Highlights from TheStreet Ratings analysis on SMCI go as follows:

  • The revenue growth came in higher than the industry average of 9.3%. Since the same quarter one year prior, revenues rose by 32.8%. Growth in the company's revenue appears to have helped boost the earnings per share.
  • SUPER MICRO COMPUTER INC reported significant earnings per share improvement in the most recent quarter compared to the same quarter a year ago. The company has demonstrated a pattern of positive earnings per share growth over the past two years. We feel that this trend should continue. During the past fiscal year, SUPER MICRO COMPUTER INC increased its bottom line by earning $1.16 versus $0.48 in the prior year. This year, the market expects an improvement in earnings ($1.73 versus $1.16).
  • The net income growth from the same quarter one year ago has significantly exceeded that of the S&P 500 and the Computers & Peripherals industry. The net income increased by 96.4% when compared to the same quarter one year prior, rising from $8.43 million to $16.55 million.

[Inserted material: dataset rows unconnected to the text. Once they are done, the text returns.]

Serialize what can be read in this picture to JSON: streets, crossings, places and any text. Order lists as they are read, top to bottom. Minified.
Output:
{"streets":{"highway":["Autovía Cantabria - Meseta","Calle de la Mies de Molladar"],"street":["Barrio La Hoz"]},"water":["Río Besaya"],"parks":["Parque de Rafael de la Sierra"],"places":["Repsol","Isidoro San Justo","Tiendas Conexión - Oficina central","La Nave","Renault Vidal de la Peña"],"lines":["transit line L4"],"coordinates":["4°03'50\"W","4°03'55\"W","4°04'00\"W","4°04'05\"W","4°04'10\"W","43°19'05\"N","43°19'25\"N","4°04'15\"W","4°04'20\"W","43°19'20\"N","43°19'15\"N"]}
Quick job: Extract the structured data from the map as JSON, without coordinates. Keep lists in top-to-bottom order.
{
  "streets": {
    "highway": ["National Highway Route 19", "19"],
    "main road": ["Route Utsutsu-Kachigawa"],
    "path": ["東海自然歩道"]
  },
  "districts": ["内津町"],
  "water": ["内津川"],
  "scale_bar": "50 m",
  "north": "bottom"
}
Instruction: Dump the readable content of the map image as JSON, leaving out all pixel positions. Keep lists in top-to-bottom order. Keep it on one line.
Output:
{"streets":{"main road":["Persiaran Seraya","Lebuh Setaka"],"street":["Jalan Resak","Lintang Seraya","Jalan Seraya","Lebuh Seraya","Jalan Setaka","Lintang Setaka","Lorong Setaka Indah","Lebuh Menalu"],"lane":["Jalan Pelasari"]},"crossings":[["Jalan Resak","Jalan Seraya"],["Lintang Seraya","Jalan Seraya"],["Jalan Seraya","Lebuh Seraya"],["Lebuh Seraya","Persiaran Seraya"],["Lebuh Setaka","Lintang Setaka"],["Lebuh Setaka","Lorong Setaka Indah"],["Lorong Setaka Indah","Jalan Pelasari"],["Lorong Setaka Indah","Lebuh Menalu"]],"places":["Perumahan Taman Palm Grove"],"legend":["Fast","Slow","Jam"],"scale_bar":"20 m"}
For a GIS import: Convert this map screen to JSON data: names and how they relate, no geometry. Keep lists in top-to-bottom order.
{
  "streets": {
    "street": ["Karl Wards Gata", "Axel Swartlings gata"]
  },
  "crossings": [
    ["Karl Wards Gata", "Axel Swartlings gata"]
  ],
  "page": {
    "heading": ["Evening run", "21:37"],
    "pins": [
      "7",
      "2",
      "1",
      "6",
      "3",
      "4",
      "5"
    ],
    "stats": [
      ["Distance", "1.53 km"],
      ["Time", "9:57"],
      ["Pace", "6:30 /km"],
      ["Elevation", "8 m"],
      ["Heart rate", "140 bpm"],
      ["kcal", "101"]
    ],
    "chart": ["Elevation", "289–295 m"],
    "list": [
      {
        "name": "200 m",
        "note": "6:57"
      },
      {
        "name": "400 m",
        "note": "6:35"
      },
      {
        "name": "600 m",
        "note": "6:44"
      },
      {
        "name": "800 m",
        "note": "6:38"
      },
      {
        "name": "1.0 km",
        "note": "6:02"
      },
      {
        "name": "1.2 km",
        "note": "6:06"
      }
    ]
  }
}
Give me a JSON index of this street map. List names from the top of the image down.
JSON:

  • Powered by its strong earnings growth of 78.94% and other important driving factors, this stock has surged by 94.87% over the past year, outperforming the rise in the S&P 500 Index during the same period. We feel that the stock's sharp appreciation over the last year has driven it to a price level which is now somewhat expensive compared to the rest of its industry. The other strengths this company shows, however, justify the higher price levels.
  • Although SMCI's debt-to-equity ratio of 0.10 is very low, it is currently higher than that of the industry average. Although the company had a strong debt-to-equity ratio, its quick ratio of 1.00 is somewhat weak and could be cause for future problems.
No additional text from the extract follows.